### [What the task asks]
Please filter the entries for the word "place" and copy every line that has it.

### [Stored data entries]
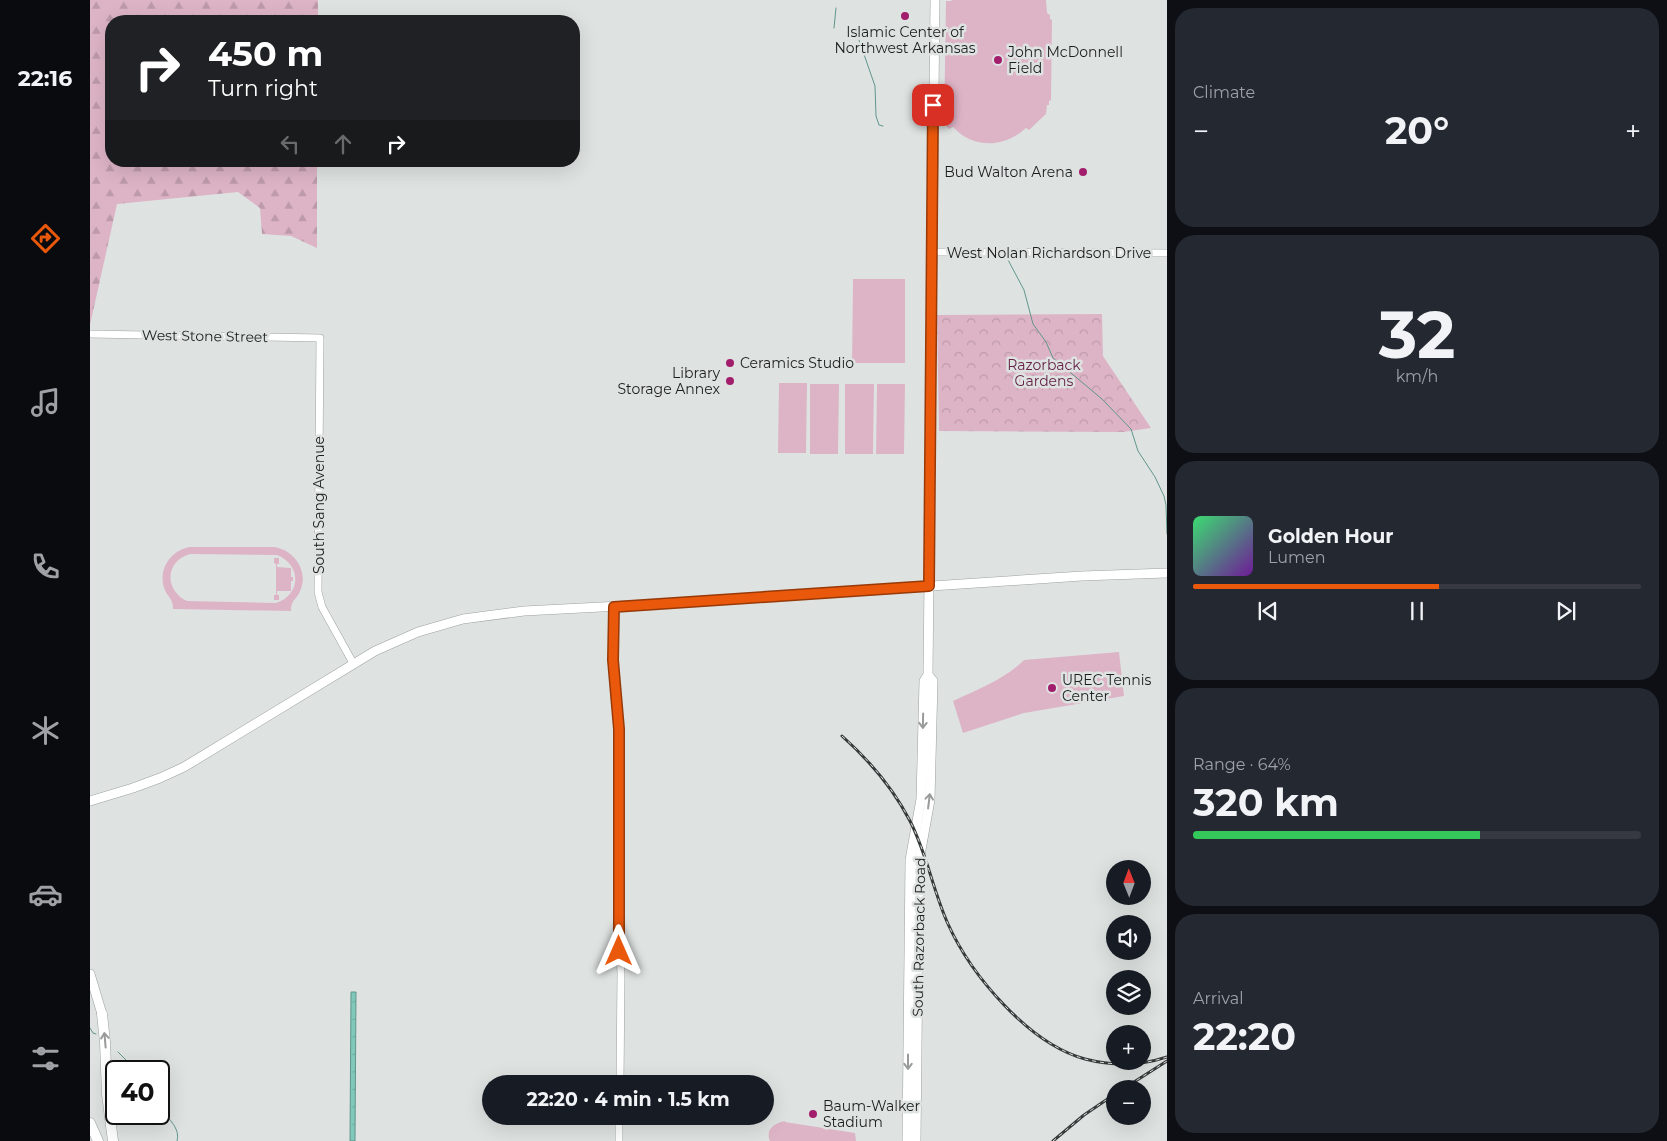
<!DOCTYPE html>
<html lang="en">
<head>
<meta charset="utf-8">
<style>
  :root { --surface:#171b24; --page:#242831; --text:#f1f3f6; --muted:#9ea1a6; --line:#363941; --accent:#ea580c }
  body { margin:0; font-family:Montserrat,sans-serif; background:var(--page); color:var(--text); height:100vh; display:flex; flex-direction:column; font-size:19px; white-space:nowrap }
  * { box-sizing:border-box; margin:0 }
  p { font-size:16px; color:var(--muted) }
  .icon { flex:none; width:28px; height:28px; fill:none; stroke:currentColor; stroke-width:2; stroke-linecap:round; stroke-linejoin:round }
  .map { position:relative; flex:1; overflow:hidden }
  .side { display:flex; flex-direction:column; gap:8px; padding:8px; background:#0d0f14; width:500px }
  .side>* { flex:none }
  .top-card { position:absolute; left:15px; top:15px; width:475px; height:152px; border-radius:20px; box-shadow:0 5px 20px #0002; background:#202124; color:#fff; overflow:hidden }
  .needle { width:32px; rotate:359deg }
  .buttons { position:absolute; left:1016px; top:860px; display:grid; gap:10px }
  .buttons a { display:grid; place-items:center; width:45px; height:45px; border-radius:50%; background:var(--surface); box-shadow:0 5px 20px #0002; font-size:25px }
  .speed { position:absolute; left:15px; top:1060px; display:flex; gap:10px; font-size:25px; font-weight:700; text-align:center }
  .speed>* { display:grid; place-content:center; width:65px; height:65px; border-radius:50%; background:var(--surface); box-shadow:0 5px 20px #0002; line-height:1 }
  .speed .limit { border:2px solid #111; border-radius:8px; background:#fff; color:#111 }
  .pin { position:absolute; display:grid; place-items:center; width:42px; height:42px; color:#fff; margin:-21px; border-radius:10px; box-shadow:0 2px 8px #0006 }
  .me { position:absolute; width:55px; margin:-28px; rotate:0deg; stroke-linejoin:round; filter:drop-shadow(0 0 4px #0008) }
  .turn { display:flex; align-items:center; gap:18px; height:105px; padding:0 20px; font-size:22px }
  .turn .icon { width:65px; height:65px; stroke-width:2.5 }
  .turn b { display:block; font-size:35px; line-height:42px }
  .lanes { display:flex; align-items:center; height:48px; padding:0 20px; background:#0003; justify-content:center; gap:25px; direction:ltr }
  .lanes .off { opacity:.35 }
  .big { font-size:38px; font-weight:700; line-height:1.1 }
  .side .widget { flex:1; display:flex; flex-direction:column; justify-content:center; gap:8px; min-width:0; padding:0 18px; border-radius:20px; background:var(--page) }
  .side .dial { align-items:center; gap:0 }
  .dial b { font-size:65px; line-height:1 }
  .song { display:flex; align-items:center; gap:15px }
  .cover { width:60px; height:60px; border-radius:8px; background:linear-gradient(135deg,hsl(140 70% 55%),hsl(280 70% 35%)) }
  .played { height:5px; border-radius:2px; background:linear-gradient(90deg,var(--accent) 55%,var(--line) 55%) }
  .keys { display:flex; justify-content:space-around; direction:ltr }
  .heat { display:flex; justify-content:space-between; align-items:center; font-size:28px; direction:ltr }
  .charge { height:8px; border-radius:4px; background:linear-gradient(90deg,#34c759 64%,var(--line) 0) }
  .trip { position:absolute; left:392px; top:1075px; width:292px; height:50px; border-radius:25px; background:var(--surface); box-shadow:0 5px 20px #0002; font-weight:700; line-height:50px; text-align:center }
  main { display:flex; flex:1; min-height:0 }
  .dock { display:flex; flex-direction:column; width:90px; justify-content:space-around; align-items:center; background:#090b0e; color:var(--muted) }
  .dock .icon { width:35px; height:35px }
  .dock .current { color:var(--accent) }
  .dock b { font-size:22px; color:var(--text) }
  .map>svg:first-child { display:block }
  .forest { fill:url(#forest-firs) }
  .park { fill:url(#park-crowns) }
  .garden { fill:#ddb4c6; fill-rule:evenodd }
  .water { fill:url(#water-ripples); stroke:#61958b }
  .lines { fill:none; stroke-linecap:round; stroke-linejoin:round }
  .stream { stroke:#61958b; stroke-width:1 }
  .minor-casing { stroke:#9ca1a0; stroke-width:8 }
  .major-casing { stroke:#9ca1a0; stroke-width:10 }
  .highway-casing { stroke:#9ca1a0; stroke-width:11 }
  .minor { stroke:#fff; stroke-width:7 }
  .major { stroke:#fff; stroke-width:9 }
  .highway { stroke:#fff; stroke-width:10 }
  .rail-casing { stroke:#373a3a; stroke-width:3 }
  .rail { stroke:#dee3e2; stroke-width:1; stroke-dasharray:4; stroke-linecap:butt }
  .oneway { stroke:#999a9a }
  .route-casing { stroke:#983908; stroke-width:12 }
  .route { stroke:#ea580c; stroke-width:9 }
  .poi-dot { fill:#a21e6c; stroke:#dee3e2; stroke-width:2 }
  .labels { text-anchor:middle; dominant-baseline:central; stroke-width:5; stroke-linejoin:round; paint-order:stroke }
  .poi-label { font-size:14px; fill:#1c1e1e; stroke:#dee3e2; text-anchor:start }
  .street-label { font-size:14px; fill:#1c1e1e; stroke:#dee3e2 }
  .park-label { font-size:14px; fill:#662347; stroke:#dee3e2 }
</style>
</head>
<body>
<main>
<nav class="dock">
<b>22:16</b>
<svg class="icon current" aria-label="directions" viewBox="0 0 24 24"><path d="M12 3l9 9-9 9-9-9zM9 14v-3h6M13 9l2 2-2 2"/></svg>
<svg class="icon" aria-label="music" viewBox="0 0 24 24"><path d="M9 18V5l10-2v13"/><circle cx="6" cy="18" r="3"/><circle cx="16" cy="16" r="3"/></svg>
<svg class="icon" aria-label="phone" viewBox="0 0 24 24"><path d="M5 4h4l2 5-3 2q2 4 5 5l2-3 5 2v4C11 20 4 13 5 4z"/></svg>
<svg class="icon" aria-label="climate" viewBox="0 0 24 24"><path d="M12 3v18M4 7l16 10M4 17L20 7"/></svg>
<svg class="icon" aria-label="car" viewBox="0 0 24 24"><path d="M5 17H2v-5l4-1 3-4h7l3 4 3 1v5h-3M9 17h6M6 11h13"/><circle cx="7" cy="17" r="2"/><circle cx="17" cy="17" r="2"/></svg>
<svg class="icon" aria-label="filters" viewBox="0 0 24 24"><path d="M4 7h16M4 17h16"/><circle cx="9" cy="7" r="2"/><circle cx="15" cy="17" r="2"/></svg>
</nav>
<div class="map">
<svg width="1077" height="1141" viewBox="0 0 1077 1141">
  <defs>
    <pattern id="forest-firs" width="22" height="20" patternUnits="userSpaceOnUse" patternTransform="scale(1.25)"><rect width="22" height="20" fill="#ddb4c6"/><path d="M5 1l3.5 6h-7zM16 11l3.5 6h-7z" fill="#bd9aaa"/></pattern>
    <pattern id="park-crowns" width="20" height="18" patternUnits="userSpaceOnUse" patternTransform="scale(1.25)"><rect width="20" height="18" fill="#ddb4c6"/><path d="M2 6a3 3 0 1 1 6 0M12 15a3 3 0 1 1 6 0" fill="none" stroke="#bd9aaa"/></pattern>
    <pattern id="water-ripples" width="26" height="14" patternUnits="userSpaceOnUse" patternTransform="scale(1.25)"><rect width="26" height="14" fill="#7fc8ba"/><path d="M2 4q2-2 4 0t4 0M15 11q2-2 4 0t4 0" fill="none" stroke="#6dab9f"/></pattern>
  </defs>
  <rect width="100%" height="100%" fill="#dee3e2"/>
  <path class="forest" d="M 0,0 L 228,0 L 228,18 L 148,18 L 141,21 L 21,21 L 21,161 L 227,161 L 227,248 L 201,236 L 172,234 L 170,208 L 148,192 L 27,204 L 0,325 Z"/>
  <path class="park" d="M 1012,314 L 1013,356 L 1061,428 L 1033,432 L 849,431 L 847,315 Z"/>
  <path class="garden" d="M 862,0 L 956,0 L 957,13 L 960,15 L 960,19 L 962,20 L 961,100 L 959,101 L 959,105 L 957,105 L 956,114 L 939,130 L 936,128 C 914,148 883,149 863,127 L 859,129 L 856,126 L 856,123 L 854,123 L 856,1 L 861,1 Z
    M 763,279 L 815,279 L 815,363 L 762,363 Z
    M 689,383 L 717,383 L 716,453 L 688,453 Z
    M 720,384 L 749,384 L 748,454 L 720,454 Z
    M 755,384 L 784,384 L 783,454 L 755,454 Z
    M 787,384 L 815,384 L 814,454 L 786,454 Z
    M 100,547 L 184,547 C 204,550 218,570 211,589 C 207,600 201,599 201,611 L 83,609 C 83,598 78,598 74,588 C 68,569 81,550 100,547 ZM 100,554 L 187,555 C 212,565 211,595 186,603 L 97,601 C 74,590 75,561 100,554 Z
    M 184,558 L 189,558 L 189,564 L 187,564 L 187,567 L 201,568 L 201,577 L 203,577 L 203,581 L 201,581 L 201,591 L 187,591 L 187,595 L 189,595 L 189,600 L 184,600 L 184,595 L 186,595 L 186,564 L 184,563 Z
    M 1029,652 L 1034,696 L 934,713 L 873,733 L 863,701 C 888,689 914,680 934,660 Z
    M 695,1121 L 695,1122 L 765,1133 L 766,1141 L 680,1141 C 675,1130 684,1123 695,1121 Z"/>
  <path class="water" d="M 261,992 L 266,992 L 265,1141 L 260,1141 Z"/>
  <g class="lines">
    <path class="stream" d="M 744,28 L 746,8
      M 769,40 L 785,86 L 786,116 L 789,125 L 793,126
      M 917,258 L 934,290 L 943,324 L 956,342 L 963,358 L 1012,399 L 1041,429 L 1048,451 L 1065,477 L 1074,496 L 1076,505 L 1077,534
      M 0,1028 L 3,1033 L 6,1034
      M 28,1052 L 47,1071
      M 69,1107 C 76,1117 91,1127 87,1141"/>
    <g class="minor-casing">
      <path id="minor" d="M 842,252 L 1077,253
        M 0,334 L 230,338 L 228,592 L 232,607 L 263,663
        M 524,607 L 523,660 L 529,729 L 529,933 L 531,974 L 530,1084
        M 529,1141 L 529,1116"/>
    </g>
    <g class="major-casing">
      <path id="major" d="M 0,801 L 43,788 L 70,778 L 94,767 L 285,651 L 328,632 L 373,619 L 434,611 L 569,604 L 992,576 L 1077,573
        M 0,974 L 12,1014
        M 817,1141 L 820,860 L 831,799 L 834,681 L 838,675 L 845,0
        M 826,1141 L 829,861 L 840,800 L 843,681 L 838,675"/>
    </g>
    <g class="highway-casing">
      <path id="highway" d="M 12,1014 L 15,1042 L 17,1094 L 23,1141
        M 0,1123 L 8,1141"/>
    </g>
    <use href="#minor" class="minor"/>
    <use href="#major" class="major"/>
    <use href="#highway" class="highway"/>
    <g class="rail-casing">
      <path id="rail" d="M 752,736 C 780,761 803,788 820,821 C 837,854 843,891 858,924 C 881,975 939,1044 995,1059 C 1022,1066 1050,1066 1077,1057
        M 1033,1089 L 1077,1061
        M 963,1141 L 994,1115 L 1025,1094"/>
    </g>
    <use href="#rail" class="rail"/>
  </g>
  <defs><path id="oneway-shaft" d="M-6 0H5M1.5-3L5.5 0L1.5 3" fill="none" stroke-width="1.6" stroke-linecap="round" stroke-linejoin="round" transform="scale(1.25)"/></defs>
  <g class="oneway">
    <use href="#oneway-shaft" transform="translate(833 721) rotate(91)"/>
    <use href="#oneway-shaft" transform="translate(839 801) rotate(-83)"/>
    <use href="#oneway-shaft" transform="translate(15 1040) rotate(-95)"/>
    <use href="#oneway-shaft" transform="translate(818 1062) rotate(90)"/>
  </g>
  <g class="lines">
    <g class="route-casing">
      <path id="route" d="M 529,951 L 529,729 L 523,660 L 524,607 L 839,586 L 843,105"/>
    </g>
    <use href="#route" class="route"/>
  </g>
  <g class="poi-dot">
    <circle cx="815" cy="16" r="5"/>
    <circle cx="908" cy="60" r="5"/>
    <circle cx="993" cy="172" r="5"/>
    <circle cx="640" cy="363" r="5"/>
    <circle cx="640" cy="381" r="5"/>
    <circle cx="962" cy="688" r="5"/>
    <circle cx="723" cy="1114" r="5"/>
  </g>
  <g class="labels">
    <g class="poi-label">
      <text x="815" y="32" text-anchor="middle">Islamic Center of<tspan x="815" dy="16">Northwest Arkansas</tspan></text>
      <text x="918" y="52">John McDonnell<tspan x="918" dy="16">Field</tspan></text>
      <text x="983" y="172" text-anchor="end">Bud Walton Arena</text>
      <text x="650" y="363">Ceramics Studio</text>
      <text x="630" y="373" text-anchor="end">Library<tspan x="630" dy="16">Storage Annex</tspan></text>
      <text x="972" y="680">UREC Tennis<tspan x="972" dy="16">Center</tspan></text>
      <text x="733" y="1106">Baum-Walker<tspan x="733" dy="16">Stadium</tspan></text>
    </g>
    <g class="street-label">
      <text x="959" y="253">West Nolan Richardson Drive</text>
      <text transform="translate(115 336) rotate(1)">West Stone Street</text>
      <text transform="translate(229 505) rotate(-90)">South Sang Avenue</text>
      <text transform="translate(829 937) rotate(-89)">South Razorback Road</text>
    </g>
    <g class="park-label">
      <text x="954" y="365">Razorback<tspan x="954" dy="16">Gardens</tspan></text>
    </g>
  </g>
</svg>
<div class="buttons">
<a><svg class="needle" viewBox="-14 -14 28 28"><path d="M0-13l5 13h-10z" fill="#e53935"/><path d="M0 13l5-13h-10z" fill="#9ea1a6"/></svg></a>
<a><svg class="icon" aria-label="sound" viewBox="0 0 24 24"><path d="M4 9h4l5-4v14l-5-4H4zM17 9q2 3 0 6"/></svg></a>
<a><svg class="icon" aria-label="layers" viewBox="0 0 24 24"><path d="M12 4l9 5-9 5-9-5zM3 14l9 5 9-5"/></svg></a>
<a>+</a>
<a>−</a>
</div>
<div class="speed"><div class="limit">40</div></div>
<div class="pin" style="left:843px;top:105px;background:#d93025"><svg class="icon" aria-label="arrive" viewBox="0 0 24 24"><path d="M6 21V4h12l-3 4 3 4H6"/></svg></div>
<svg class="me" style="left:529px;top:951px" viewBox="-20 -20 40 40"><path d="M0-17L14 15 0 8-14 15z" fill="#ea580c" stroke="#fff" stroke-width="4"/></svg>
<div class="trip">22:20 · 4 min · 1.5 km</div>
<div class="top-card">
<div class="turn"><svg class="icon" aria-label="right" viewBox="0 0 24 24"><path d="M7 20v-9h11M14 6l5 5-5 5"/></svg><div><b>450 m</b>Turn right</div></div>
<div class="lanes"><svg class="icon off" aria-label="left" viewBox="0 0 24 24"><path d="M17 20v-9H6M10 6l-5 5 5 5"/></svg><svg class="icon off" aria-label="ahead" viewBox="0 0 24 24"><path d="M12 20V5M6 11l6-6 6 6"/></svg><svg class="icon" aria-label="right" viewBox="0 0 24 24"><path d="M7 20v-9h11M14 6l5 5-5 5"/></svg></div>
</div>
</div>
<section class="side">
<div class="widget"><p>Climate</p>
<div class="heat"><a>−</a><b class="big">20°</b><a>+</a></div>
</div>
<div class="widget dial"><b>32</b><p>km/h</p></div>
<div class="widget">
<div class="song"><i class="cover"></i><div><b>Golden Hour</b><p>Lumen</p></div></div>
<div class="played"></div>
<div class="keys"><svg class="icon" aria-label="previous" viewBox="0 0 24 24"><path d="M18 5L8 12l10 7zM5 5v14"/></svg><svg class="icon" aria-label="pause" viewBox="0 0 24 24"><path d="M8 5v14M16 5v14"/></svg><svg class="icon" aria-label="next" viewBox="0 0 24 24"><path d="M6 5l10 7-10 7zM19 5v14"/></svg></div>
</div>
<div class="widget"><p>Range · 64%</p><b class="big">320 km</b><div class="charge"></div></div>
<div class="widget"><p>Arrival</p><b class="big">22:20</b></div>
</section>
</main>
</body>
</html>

### [Exercise result]
  .buttons a { display:grid; place-items:center; width:45px; height:45px; border-radius:50%; background:var(--surface); box-shadow:0 5px 20px #0002; font-size:25px }
  .speed>* { display:grid; place-content:center; width:65px; height:65px; border-radius:50%; background:var(--surface); box-shadow:0 5px 20px #0002; line-height:1 }
  .pin { position:absolute; display:grid; place-items:center; width:42px; height:42px; color:#fff; margin:-21px; border-radius:10px; box-shadow:0 2px 8px #0006 }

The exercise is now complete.